Find Kth Bit in Nth Binary String | Detailed Recursion | Dry Run | Leetcode 1545 | codestorywithMIK

Solution toh sab batate ha par jo thought process hona chahiye optimal solution tak jaane ka ye toh bhaiya se hi sikha ha❤❤

jeehub

Sir my main reason to resume dsa and deep dive into it is you at first i thought its a very long process but the thought process that show in all of your videos just make me curious and happy

rahulharsh

I am waiting for your video every day. Thank you for the detailed video. keep doing. also a request, please try to upload as early as possible.

UmmeKNeha

thank you bhaiya for the amazing content ...i hope i will improve and learn everyday day i will get a good placement

nee-

was able to solve it. because you have taught this pattern very well in previous two questions.
Thanks bro 🫡🫡❤❤

ManishKumar-kwqe

Was waiting.
It’s same as Leetcode-3307

ugcwithaddi

Thank you bhaiya for these awesome detailed videos every day 😇
Can you please make a video on this problem : 1632. Rank Transform of a Matrix

SkAkibuzzamanJony

Tqsm for the vedio bhaiya avi apke relative kise h..hope ki achi health hongi unki❤❤

dipalisharma

Bhaiya isme else wale me aise bhi likh sakte ha ki solve function call kia jo bhi output aaya uska XOR le lia 1 se apne aap flip ho jayga ❤❤

jeehub

Bhaiya i solved this question on my own but i used a diiferent function and created a string due to which there is some space complexity. But this approach didnt even touch my head

LittleLearnersStories-ly

Iterative Divide and Conquer Approach pe bhi video banado

tomiokascuteness

my approach :
class Solution {

private:
string mani(string t){
for(auto &c : t){
if(c == '0') c = '1';
else c = '0';
}
reverse(t.begin(), t.end());
return t;
}

string Solve(int n, vector<string>&dp){
if(n == 1) return "0";
if(dp[n] != "-1") return dp[n];
return dp[n] = Solve(n-1, dp) + "1" + mani(Solve(n-1, dp));
}

public:
char findKthBit(int n, int k) {
vector<string>dp(n+1, "-1");
string ans = Solve(n, dp);
return ans[k-1];
}
};

VanshGupta

Hi MIK, Can you please explain the fourth approach mentioned in the editorial, which is solving this using bit manipulation? I read it a few times and understood the solution but failed to understand its thought process. It would be a great help if you can make a video on that. Btw thanks for the great work.

rahilkhera

class Solution {
public:
char findKthBit(int n, int k) {
if (n == 1) { // Base case: the first string is "0"
return '0';
}

// Calculate the length of Sn
int length = (1 << n) - 1; // Length of Sn is 2^n - 1

int mid = length / 2 + 1; // Middle position

if (k == mid) {
return '1'; // The middle character is always '1'
}

if (k < mid) {
return findKthBit(n - 1, k); // Before the middle, it's just Sn-1
} else {
// After the middle, it's the inverted and reversed Sn-1
return findKthBit(n - 1, length - k + 1) == '0' ? '1' : '0';
}
}
};

varunaggarwal

Sir can you please upload today's lettcode contest solution 2, 3
I know you are busy but please try to upload because upsolving is much important and it is very needed to grow knowledge rapidly 🙏🙏

Abhi-znup

can u explain like when we do -1 ?
without observation,
meaning
like kth bit from start, would be same as length - (k-1)
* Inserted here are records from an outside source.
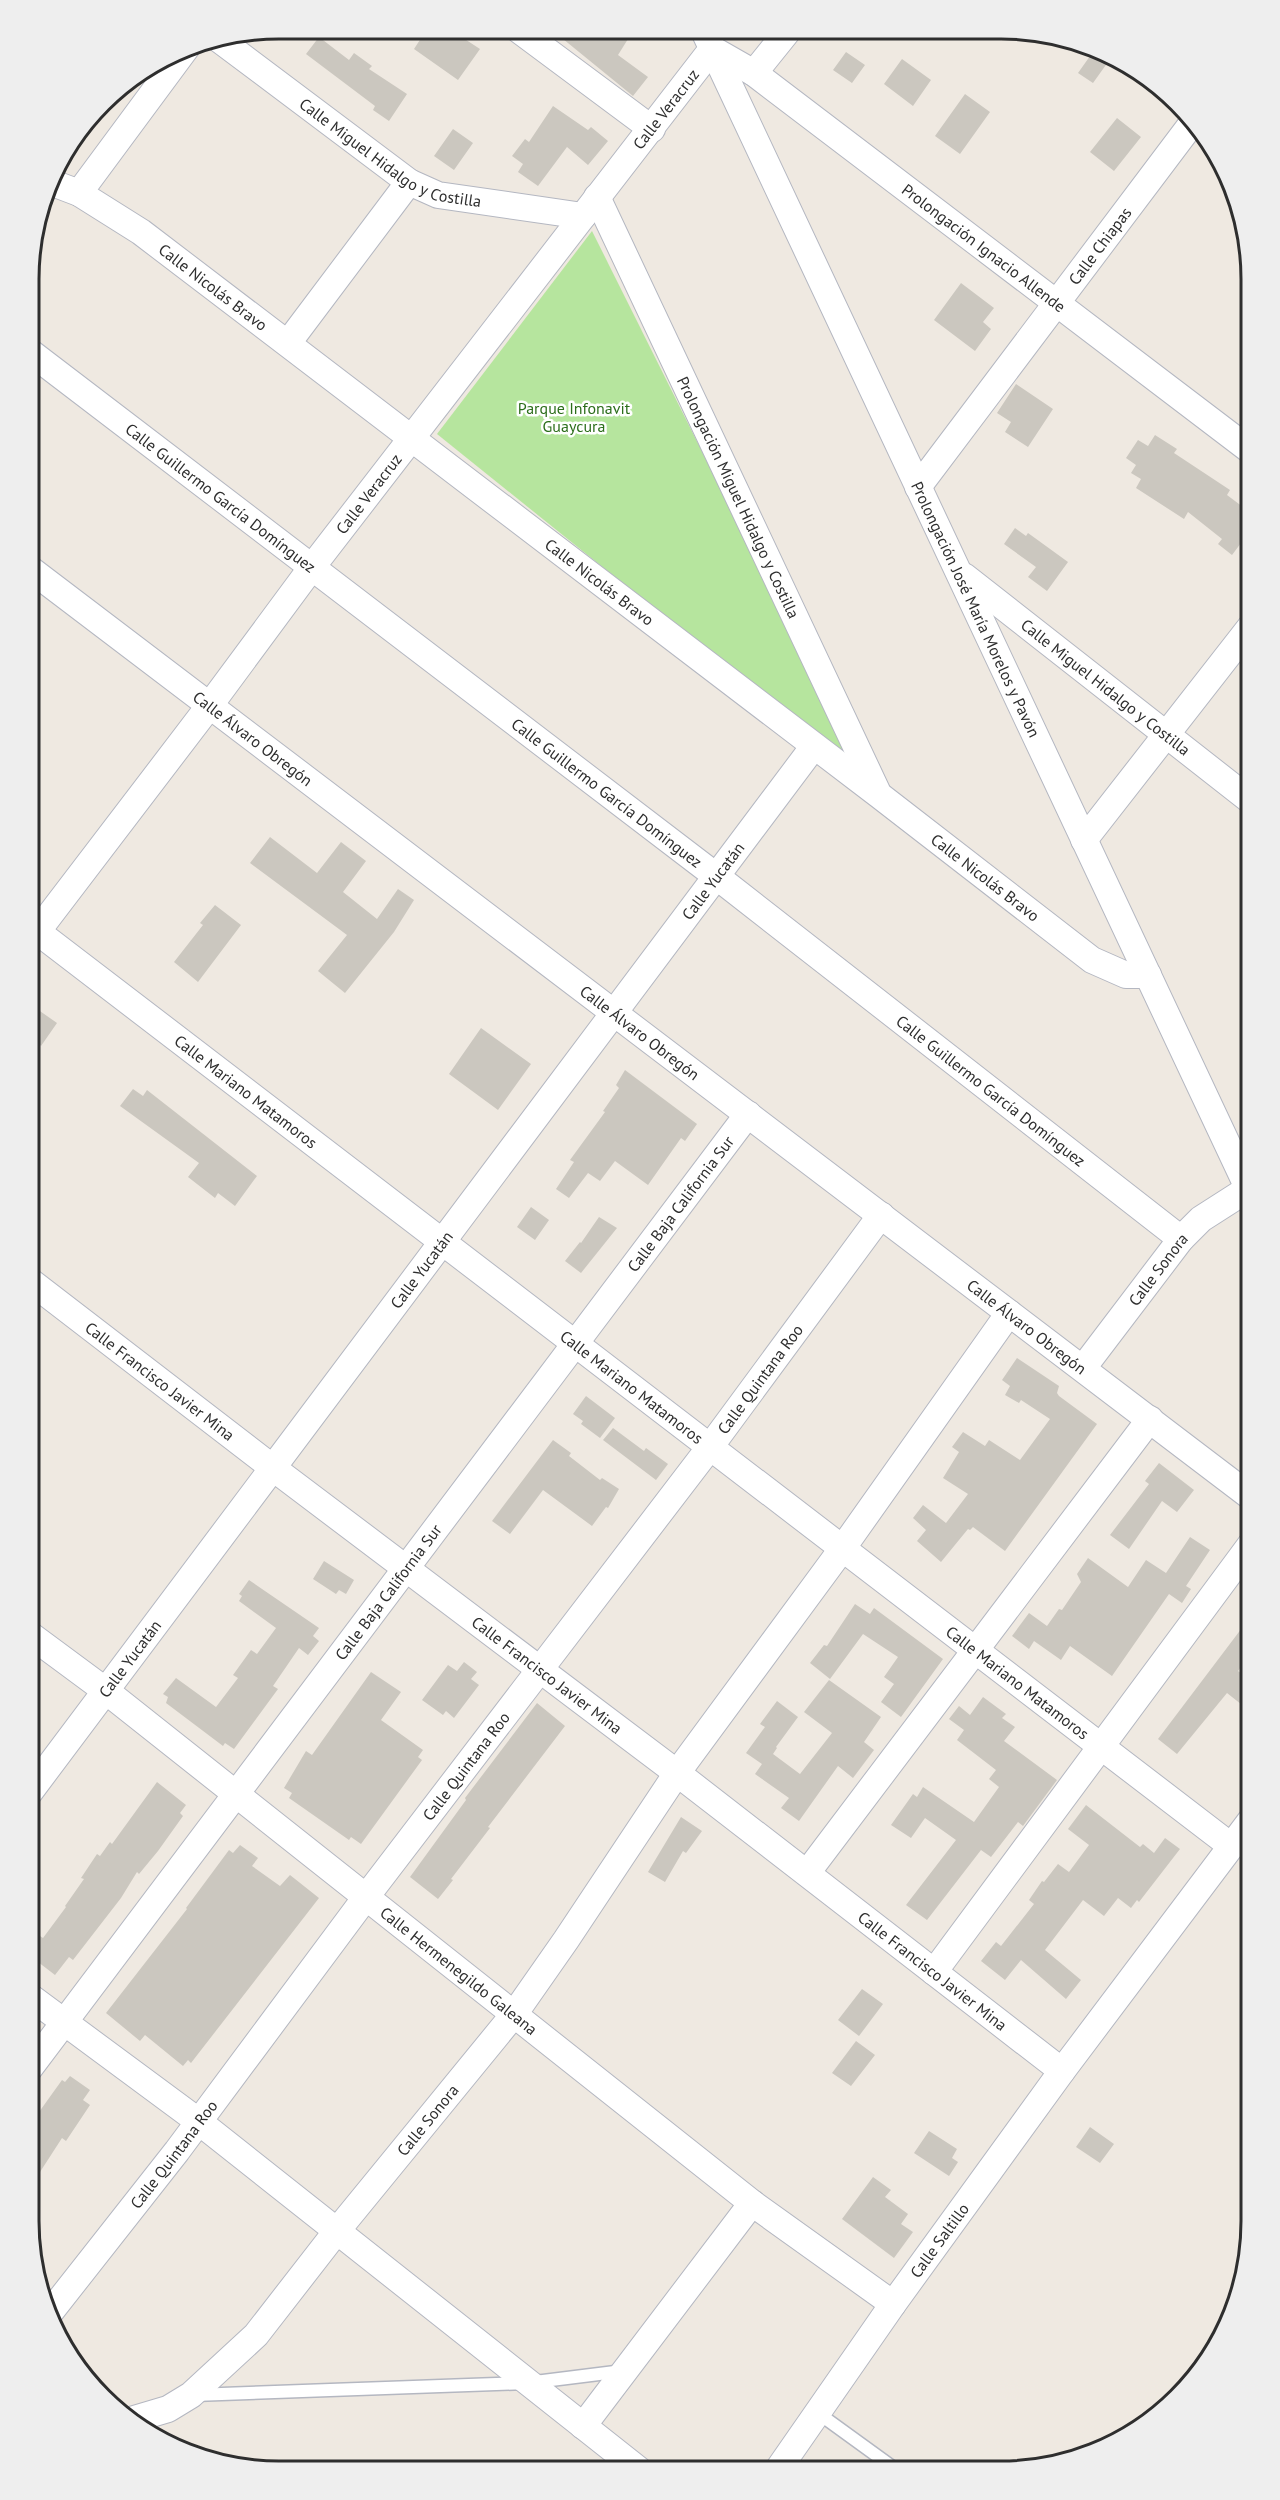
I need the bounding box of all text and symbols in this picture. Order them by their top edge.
street label: Calle Veracruz [628,65,703,153]
street label: Calle Miguel Hidalgo y Costilla [296,93,483,211]
street label: Prolongación Ignacio Allende [898,179,1070,316]
street label: Calle Chiapas [1064,203,1136,289]
street label: Calle Nicolás Bravo [155,239,272,335]
street label: Prolongación Miguel Hidalgo y Costilla [673,373,804,621]
park label: Parque Infonavit Guaycura [518,398,631,436]
street label: Calle Guillermo García Domínguez [121,419,320,577]
street label: Calle Veracruz [331,450,406,538]
street label: Prolongación José María Morelos y Pavón [907,478,1045,740]
street label: Calle Nicolás Bravo [541,534,658,630]
street label: Calle Miguel Hidalgo y Costilla [1017,615,1194,760]
street label: Calle Álvaro Obregón [189,687,317,790]
street label: Calle Guillermo García Domínguez [508,714,706,872]
street label: Calle Nicolás Bravo [927,829,1043,926]
street label: Calle Yucatán [677,838,748,924]
street label: Calle Álvaro Obregón [576,981,704,1084]
street label: Calle Guillermo García Domínguez [892,1011,1089,1171]
street label: Calle Mariano Matamoros [170,1030,322,1153]
street label: Calle Baja California Sur [623,1131,738,1276]
street label: Calle Yucatán [386,1227,457,1312]
street label: Calle Sonora [1124,1228,1192,1310]
street label: Calle Álvaro Obregón [963,1275,1091,1378]
street label: Calle Francisco Javier Mina [81,1317,239,1445]
street label: Calle Quintana Roo [713,1320,807,1438]
street label: Calle Mariano Matamoros [556,1326,707,1448]
street label: Calle Baja California Sur [330,1520,446,1664]
street label: Calle Francisco Javier Mina [468,1612,626,1738]
street label: Calle Yucatán [94,1616,165,1701]
street label: Calle Mariano Matamoros [942,1621,1093,1744]
street label: Calle Quintana Roo [418,1708,514,1824]
street label: Calle Hermenegildo Galeana [376,1902,541,2039]
street label: Calle Francisco Javier Mina [854,1907,1011,2035]
street label: Calle Sonora [392,2080,463,2160]
street label: Calle Quintana Roo [126,2096,222,2213]
street label: Calle Saltillo [905,2199,973,2282]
I always get confused in this

aizadiqbal

Bhaiya, what are the chances of getting placed now (7th sem)? given that i come from a 3rd tier university?

ishaanshandilya

Bhiya mene to for loop se kr diye O(n) who accept ho gaya

SoumyaPaul-qp

My Brute force code also got ACCEPTED in this one:👇

char findKthBit(int n, int k) {

if(n==1) return '0';
string str="0";
n=n-1;
while(n--)
{
string temp=str;
reverse(temp.begin(), temp.end());

for(int i=0; i<temp.size(); i++)
{
if(temp[i]=='0')
{
temp[i]='1';
}
else temp[i]='0';
}

str= str+"1"+ temp;

}

return str[k-1];


}

jeehub

Sir aapka ye video dekha tha "Find the K-th Character in String Game II" and ye easily solve karliya. Thoda hint liya tha but hogaya khud se.
Thank you so much for improving me

gui-codes